Sunday, December 8, 2024

The Murder of a CEO

I saw the story first when opening the Drudge Report the other day. There was a grainy video surveillance camera photo of someone in a hoodie firing a handgun at another man in front of a swanky Manhattan hotel. The assassin then ran off and hasn’t been found as of this hour. The dead man was the CEO of a big company who is under investigation for insider trading of his own company stock . My first thought upon seeing the story was —Why is this the lead story on Drudge? I mean so far this year over 12,000 people have been killed via guns in the United States alone. What made this guy so special? Over the past few days my question has been answered.

I’ve learned some things about the deceased, a well compensated (10 million in 2023) Executive Officer of a particular company which is part of perhaps the most despised business in America—health insurance. While the murdered executive was only 52 years old with a wife and kids, the internet blew up as soon as word got out that he had been gunned down in cold blood. The vast majority of people were positively giddy with joy at the prospect that the top executive at a health insurance company was taken out so violently. One of the most popular posts was—“Sorry, but my sympathy is out of network.” Stories began pouring in of families being denied coverage for their dying parents, the tediousness of the claims process itself and how its very design has the purpose of making the claimant eventually give up in exasperation. There were many comments about the billions of dollars in profit made by his company and the perverse incentives inherent in a for-profit health care system. There were even videos of joyous public gatherings celebrating his death and the promotion of the as of yet still unnamed assassin to hero status. The public reaction seems to be overwhelmingly pro-killer at this point, helped along by the only other photograph we have of him, smiling coyly from underneath his hoodie at Starbucks before the attack. More than one internet observer has made much of his striking good looks—for what that’s worth. So, what to make of all this?

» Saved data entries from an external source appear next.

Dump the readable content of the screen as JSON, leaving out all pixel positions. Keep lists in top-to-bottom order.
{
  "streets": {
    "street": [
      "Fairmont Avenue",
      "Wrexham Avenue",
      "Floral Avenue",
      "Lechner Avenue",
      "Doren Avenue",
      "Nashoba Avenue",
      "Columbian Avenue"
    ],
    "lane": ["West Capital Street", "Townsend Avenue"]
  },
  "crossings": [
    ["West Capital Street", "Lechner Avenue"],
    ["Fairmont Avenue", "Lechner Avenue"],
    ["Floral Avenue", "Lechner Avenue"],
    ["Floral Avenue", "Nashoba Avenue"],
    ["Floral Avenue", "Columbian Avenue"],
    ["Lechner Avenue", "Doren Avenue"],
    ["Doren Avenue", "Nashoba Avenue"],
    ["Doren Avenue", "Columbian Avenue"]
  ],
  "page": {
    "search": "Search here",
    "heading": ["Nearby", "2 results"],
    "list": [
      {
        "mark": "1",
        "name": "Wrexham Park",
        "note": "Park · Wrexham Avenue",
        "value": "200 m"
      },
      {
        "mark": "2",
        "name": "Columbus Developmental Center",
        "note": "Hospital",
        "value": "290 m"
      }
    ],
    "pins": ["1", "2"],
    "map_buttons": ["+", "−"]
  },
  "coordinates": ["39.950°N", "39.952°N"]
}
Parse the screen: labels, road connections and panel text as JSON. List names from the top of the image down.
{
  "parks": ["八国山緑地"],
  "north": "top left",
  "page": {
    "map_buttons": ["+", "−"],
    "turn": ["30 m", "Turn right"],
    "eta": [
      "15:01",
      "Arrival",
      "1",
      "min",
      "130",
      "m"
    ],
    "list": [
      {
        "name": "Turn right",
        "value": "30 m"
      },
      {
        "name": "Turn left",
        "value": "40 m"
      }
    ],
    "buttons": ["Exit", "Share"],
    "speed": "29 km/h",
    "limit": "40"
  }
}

I am very much anti-death. I generally am against going to war. I’m not a fan of murder. I’m even against capital punishment since I trust no one with ultimate power over life and death. We reluctantly give the police a limited power to use deadly force, but no one else. However, are there exceptions? For example, if I were transported back in time and given a chance to put a bullet through Adolph Hitler’s melon back in 1938 knowing what I know now, would I have done it? The answer is Yes. So, I suppose that makes me a hypocrite. But very few rules in life are exception-free. If someone broke into my home and was set upon doing violence to me or my family, I wouldn’t hesitate to defend my family—even if it meant killing the intruder. So, every rule has exceptions. The question is—should an exception be granted for the public assassination of CEO’s of unpopular and even villainous companies? And if so, which businesses would be on the exception list? The murdered executive’s company raked in several billion dollars worth of premiums last year. I have no doubt in my mind that they unfairly denied a lot of claims, causing many of their customers untold suffering and grief. But a quick review of the public record also shows that the company paid out billions of dollars worth of claims as well. If it turns out that he was guilty of trading his 120 million dollars worth of company stock on news not made public at the time of his trades he would have gone .to jail. But did he deserve a public execution and were those celebrating his death no more that lawless vigilantes? We hear a lot about how fragile our democracy is these days. Nothing would spell the end of democracy more than an angry public who anoints themselves judge, jury and executioner of any public official they think “deserves” it. Who’s next?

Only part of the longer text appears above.